Task prompt: Print out the data exactly, keeping every image out of it.

*** Exercise materials

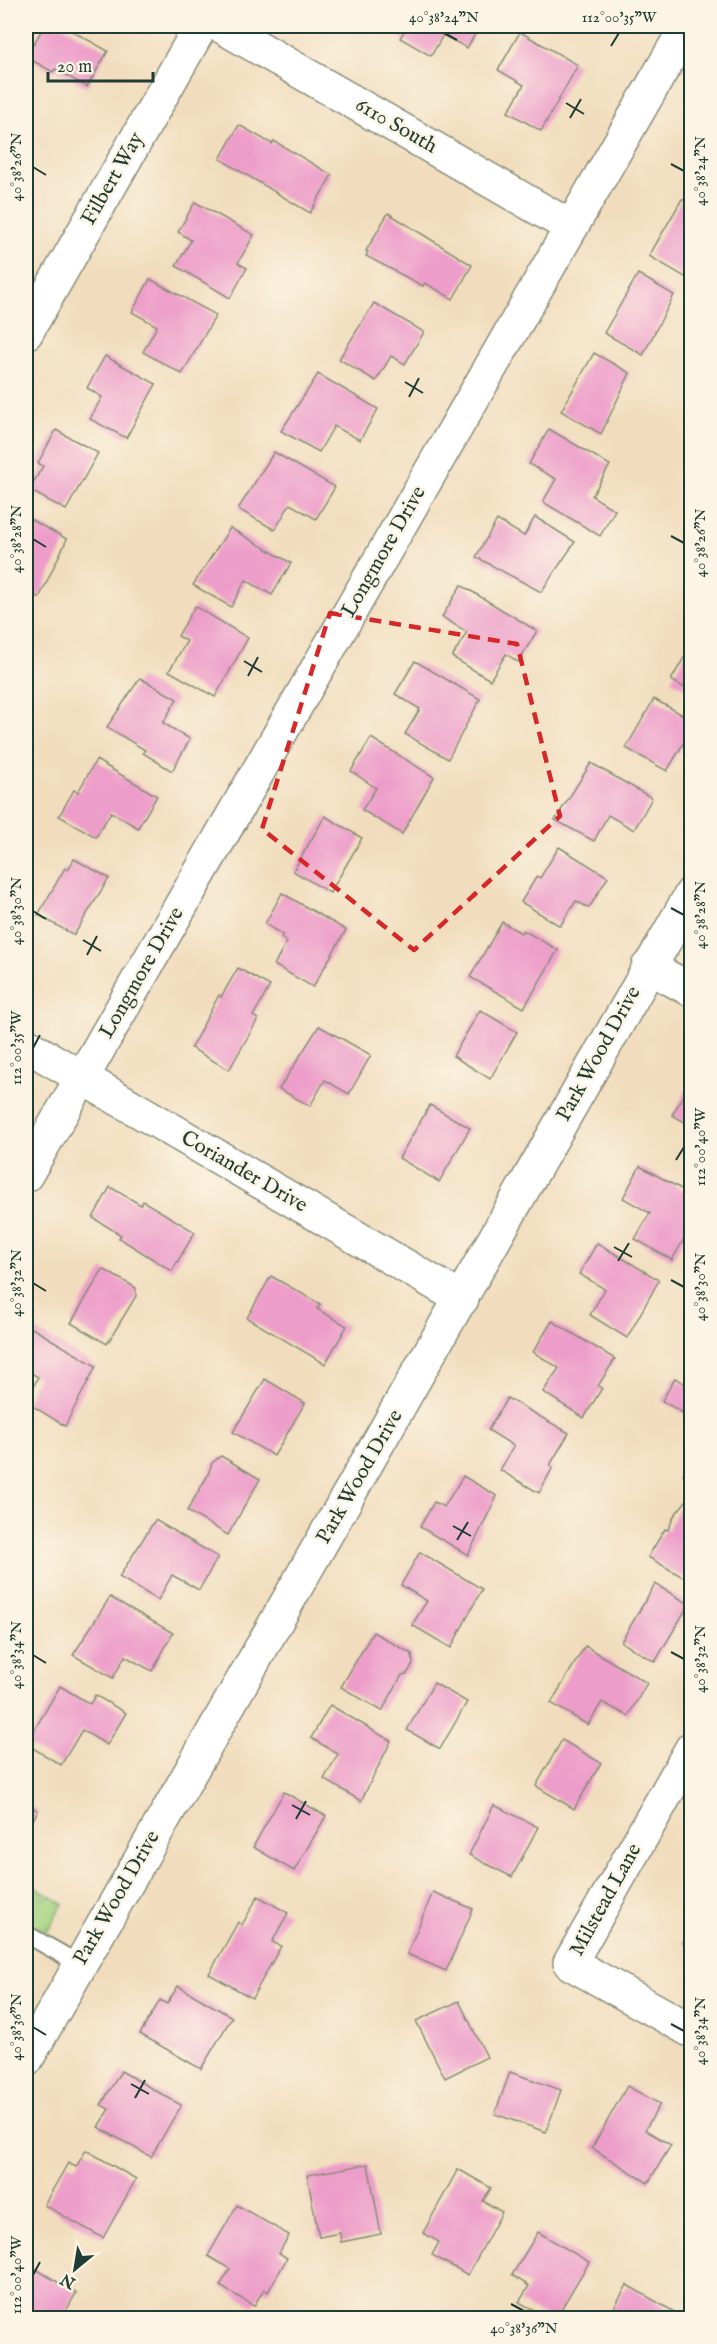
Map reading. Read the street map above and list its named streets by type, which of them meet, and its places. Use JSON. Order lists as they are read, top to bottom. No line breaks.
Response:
{"streets":{"street":["6110 South","Filbert Way","Longmore Drive","Park Wood Drive","Coriander Drive","Milstead Lane"]},"crossings":[["6110 South","Longmore Drive"],["Longmore Drive","Coriander Drive"],["Park Wood Drive","Coriander Drive"]],"scale_bar":"20 m","north":"bottom left","coordinates":["40°38'24\"N","112°00'35\"W","40°38'26\"N","40°38'28\"N","40°38'30\"N","112°00'40\"W","40°38'32\"N","40°38'34\"N","40°38'36\"N"]}
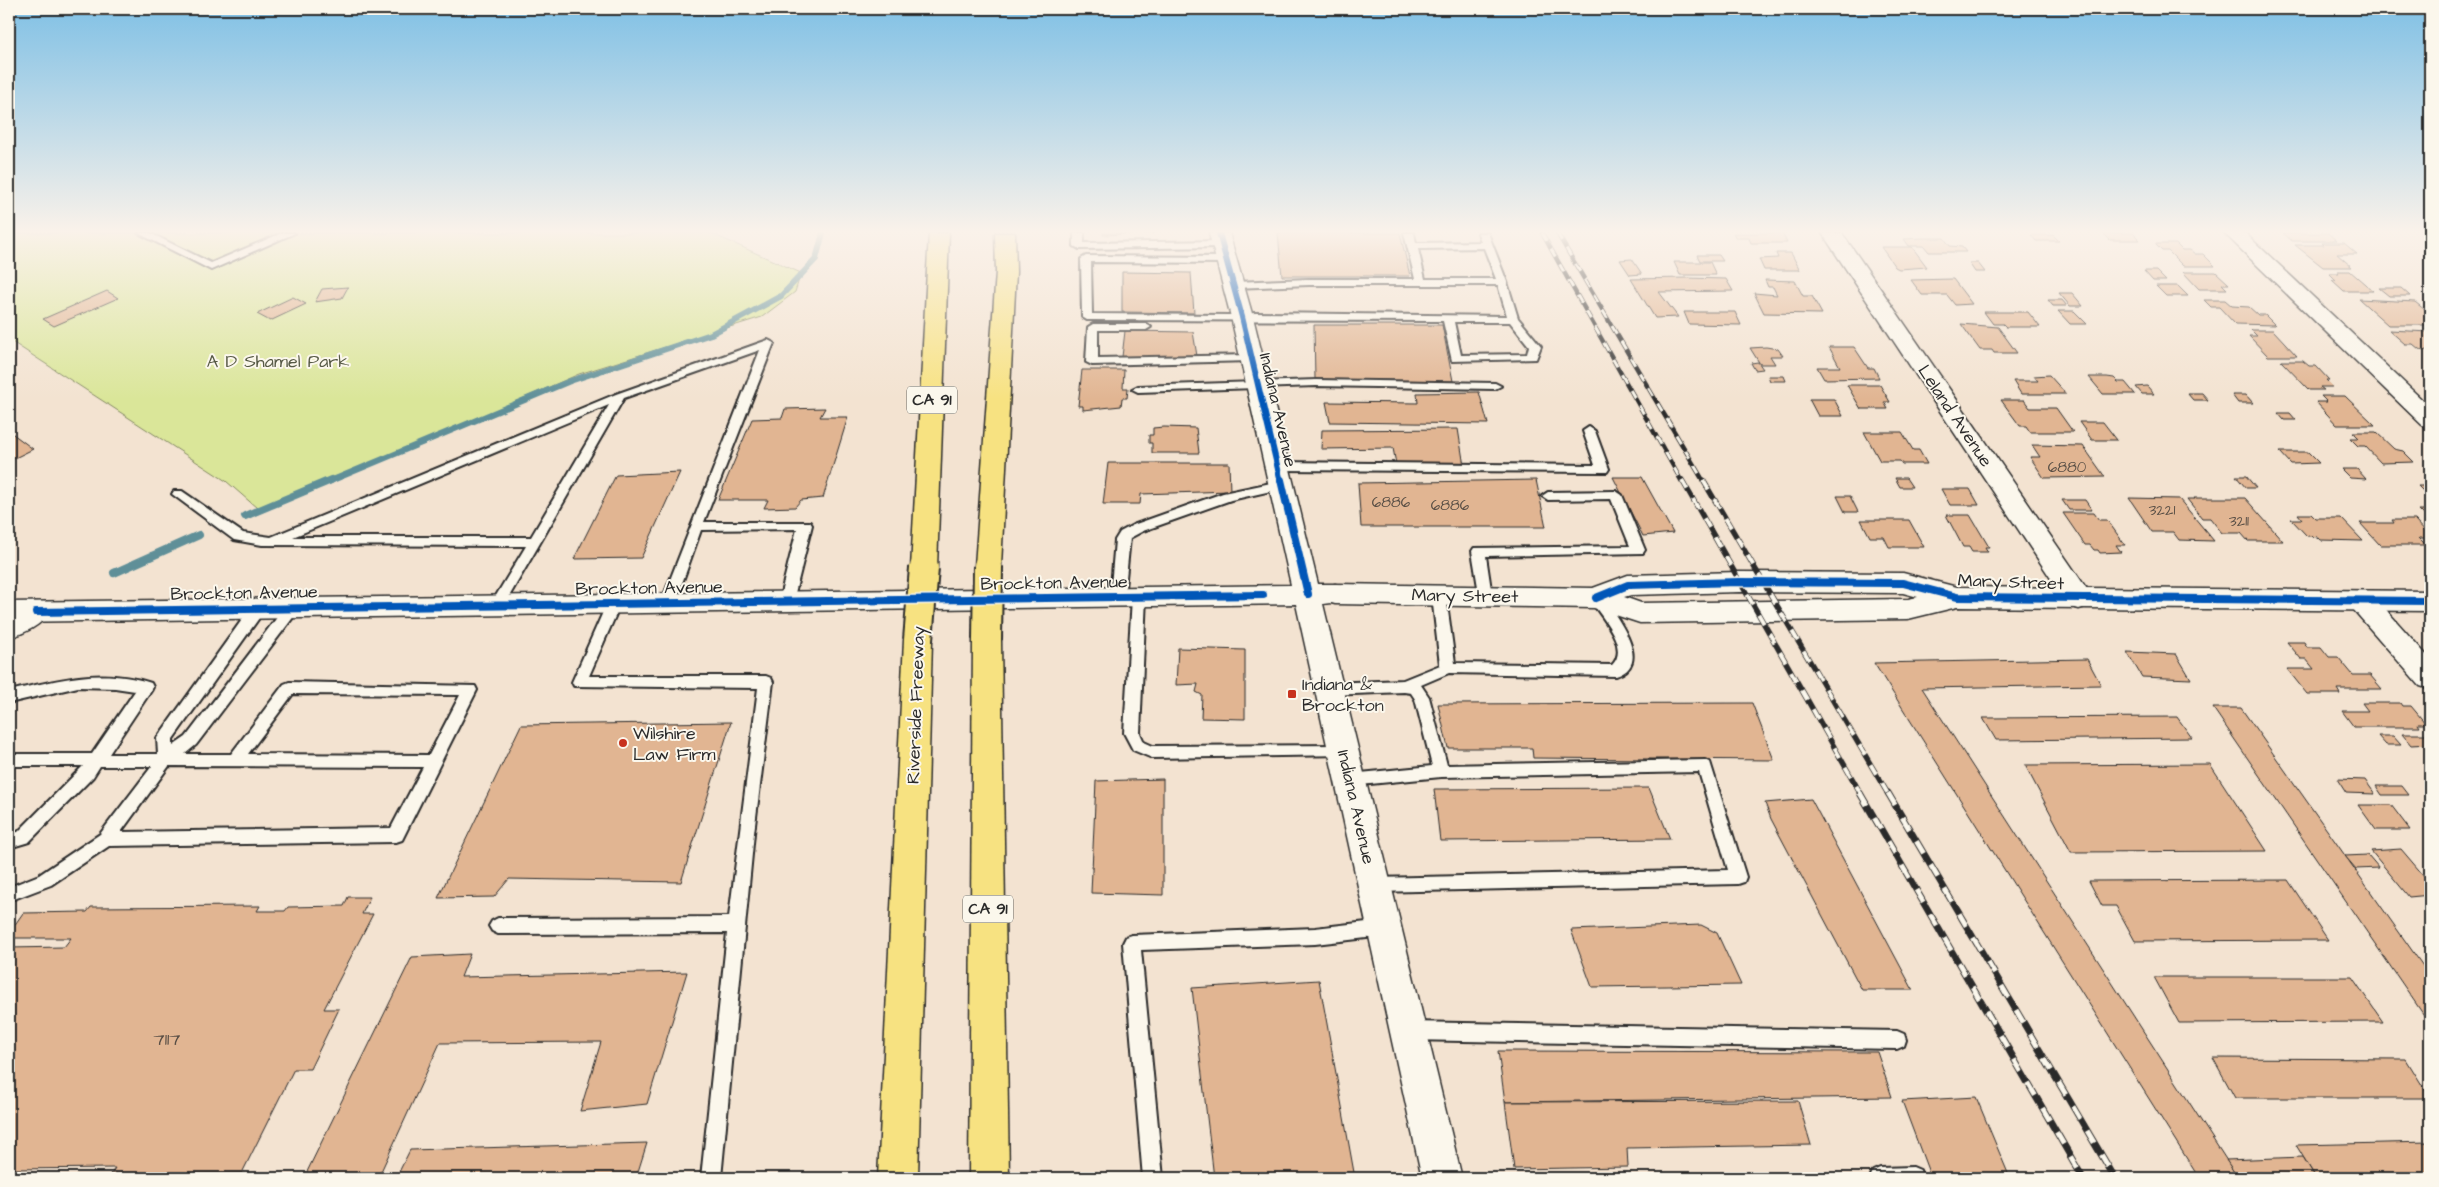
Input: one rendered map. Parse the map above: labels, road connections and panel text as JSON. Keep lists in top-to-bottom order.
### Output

******

Answer section:
Map reading. Read the street map above and list its named streets by type, which of them meet, and its places. Use JSON. Order lists as they are read, top to bottom. No line breaks.
Response:
{"streets":{"street":["6110 South","Filbert Way","Longmore Drive","Park Wood Drive","Coriander Drive","Milstead Lane"]},"crossings":[["6110 South","Longmore Drive"],["Longmore Drive","Coriander Drive"],["Park Wood Drive","Coriander Drive"]],"scale_bar":"20 m","north":"bottom left","coordinates":["40°38'24\"N","112°00'35\"W","40°38'26\"N","40°38'28\"N","40°38'30\"N","112°00'40\"W","40°38'32\"N","40°38'34\"N","40°38'36\"N"]}
Input: one rendered map. Parse the map above: labels, road connections and panel text as JSON. Keep lists in top-to-bottom order.
### Output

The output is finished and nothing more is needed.